The unemployment picture in Europe is turning negative very quickly as evidenced by Thursday’s Spanish data. The demand shock from the speed of declining employment is increasingly causing a cascading effect/negative feedback loop throughout the global economy. Europe needs to succumb to the inevitable and create a EUROBOND or end the EURO experiment. (I have included two podcasts recorded Wednesday and Thursday that hit on Europe because they are the most dangerous area as Covid-19 is causing major disruptions across all European nations.)

It is time to create a EUROBOND or end the illusion of a common currency. There cannot be an EU in good times but single nation states in bad times. You cannot be half pregnant: Either a viable entity is born or abort it now because the failure will bring financial dislocation and a massive debt deflation with European banks all failing.

ECB President Christine Lagarde is pursuing the goal of a coomon debt instrument but the Hanseatic League is pushing back and saying NEIN. It is too late for NEIN because to paraphrase Churchill, Merkel Slept while President Draghi built the edifice for the creation of a EUROBOND with his WHATEVER IT TAKES policy. Chancellor Merkel gave her authority to protect Draghi from the fiscal/monetary austerians and NOW GERMANY IS TRAPPED.
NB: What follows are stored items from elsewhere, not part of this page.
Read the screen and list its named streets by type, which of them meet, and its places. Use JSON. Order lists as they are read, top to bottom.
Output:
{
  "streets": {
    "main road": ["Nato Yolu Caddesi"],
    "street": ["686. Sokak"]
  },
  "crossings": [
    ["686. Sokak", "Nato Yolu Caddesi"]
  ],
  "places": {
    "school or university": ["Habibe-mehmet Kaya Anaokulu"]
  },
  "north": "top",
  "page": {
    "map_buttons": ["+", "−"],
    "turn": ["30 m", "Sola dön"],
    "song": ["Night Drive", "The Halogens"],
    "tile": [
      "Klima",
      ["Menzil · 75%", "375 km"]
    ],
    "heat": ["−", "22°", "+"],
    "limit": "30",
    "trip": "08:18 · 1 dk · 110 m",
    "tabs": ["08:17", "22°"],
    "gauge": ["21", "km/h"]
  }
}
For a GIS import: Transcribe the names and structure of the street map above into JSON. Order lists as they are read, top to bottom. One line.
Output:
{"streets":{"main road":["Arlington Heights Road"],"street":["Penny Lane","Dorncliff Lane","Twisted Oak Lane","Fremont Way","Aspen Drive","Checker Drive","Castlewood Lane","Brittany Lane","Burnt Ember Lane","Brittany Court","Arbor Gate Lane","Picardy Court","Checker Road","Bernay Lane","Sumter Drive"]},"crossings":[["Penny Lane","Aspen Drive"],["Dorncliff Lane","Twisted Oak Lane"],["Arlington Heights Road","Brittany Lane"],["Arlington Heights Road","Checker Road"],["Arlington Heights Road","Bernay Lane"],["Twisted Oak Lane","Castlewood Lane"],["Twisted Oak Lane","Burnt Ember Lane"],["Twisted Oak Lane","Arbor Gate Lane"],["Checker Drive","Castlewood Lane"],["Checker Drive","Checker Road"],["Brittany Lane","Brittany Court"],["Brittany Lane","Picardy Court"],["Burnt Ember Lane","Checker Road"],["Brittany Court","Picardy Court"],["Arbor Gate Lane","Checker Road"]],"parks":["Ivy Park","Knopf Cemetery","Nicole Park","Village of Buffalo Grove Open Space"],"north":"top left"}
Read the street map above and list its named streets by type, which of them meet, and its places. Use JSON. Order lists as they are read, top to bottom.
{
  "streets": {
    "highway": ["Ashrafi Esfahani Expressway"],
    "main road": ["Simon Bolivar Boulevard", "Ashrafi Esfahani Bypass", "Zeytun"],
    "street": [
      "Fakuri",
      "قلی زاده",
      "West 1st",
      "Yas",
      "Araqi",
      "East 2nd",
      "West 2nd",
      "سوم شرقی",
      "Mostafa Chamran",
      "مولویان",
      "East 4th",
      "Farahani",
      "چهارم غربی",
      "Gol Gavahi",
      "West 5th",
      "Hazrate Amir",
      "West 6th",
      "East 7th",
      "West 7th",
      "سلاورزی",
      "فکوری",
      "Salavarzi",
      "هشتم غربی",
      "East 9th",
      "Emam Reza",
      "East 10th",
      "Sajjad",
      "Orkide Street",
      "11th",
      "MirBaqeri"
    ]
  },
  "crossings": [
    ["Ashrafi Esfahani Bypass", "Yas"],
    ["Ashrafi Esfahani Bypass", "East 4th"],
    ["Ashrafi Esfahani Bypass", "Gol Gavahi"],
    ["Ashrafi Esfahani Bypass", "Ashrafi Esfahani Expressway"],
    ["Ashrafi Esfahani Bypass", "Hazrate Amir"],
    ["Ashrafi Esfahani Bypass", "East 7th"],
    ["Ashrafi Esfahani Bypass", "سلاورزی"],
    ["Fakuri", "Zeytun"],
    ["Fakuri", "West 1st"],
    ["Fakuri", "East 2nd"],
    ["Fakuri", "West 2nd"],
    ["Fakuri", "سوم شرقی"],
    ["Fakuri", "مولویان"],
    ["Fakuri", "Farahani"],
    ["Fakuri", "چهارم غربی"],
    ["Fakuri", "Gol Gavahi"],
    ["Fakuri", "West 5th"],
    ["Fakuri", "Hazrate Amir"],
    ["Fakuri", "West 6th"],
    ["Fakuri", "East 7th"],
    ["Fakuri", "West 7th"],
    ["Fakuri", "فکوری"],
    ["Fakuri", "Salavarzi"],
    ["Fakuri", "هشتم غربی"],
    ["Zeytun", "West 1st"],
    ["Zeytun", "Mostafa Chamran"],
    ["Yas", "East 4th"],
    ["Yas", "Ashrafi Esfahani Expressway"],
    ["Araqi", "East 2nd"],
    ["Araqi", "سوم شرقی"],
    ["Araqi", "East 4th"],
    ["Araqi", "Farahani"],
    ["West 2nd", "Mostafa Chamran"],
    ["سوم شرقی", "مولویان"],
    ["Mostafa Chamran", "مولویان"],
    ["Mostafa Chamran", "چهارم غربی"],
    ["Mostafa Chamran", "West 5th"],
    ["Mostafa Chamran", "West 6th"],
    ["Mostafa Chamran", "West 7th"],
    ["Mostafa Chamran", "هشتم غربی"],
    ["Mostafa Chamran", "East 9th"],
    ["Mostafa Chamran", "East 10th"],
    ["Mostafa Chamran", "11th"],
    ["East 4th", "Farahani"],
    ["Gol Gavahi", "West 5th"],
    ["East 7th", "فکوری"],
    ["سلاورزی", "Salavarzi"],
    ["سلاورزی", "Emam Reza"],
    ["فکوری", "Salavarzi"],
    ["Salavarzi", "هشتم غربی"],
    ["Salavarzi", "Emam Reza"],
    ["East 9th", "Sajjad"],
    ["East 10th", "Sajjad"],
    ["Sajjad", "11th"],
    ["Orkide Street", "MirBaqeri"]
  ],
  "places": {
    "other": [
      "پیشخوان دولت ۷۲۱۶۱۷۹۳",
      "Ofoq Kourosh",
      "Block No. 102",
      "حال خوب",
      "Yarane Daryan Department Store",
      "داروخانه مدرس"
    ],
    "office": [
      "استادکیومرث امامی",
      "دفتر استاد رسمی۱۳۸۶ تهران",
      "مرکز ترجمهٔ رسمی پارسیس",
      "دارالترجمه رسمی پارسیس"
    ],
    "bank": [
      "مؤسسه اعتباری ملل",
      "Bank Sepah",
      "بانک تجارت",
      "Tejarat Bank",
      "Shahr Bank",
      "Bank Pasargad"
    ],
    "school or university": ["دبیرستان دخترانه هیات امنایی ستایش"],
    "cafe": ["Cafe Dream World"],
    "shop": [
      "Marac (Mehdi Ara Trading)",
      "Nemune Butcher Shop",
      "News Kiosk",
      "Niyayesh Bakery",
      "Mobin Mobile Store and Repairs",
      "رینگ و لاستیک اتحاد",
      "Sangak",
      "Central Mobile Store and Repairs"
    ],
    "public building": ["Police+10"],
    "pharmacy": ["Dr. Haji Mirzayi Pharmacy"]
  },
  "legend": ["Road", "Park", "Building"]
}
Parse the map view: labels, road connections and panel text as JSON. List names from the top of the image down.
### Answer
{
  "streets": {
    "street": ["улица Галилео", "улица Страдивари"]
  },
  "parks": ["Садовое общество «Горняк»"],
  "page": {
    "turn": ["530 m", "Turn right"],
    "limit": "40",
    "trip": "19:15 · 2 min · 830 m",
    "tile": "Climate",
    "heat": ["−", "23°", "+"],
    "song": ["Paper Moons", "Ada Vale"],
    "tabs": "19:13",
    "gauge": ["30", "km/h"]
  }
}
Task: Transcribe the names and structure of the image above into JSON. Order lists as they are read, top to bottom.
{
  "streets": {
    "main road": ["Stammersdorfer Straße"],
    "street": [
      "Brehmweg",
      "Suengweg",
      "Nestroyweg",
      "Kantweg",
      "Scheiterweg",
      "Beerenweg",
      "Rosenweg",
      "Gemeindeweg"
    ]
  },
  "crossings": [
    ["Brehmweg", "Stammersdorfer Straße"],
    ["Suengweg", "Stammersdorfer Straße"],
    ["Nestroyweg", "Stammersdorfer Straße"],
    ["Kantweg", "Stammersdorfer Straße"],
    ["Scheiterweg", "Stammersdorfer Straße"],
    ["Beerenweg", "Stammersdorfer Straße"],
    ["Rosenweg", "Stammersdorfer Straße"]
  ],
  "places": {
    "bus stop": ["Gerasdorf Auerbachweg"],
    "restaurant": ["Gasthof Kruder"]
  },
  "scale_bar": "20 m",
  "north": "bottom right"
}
Lagarde will move faster on this fiscal/debt harmonization for if Germany says no the the world will turn on Germany for bringing ever more despair onto the global financial system. The fear of disunity in Europe is undermining the FED‘s effort to weaken the DOLLAR. Chairman Jerome Powell OUGHT TO DELIVER A STERN MESSAGE TO THE EUROPEANS BY BUYING MASSIVE AMOUNTS OF EUROS AS A SHOT ACROSS THE BOW. It is time for the world to support Lagarde in this effort. The Germans will run to Karlsruhe to say it is illegal but as the FED has shown (and the U.S. Treasury has supported) there are no rules in the time of TEGWAR.

***In Tuesday’s Financial Times there was an article by Sam Fleming titled, “Euro Bailout Chief Sees Hurdles to Quick ‘Coronabonds.'” Klaus Regling has overseen the European Stability Mechanism (ESM), which is supposed to be the lender of last resort to sovereign nations within the EU but only under very severe conditions.

The ESM is funded by a EUROBOND in principle as it has the lending authority of 500 billion euros. Not much has been borrowed for the conditions are difficult to meet. Regling said a new European institution could be set up to sell common bonds but it would need to be political agreement which would “take one, two or three years, and member states have to come up with capital guarantees, or assign future revenue. ONE CANNOT CREATE BONDS OUT OF NOTHING,” (emphasis mine).

Really, the entire ECB balance sheet, while adhering to the once-enforced CAPITAL KEY has been IMPLICITLY GUARANTEED BY THE GERMAN CREDIT CARD. How else can you justify ITALIAN two-year yields at 35 basis points?

This is not gloom and doom. I’m just laying out the reality of the situation. Lagarde, DAMN THE PRINTING PRESSES AND FULL SPEED AHEAD! As Powell maintained, the guarantor of the ECB’s balance sheet is the printing press: either currency or bonds will be printed.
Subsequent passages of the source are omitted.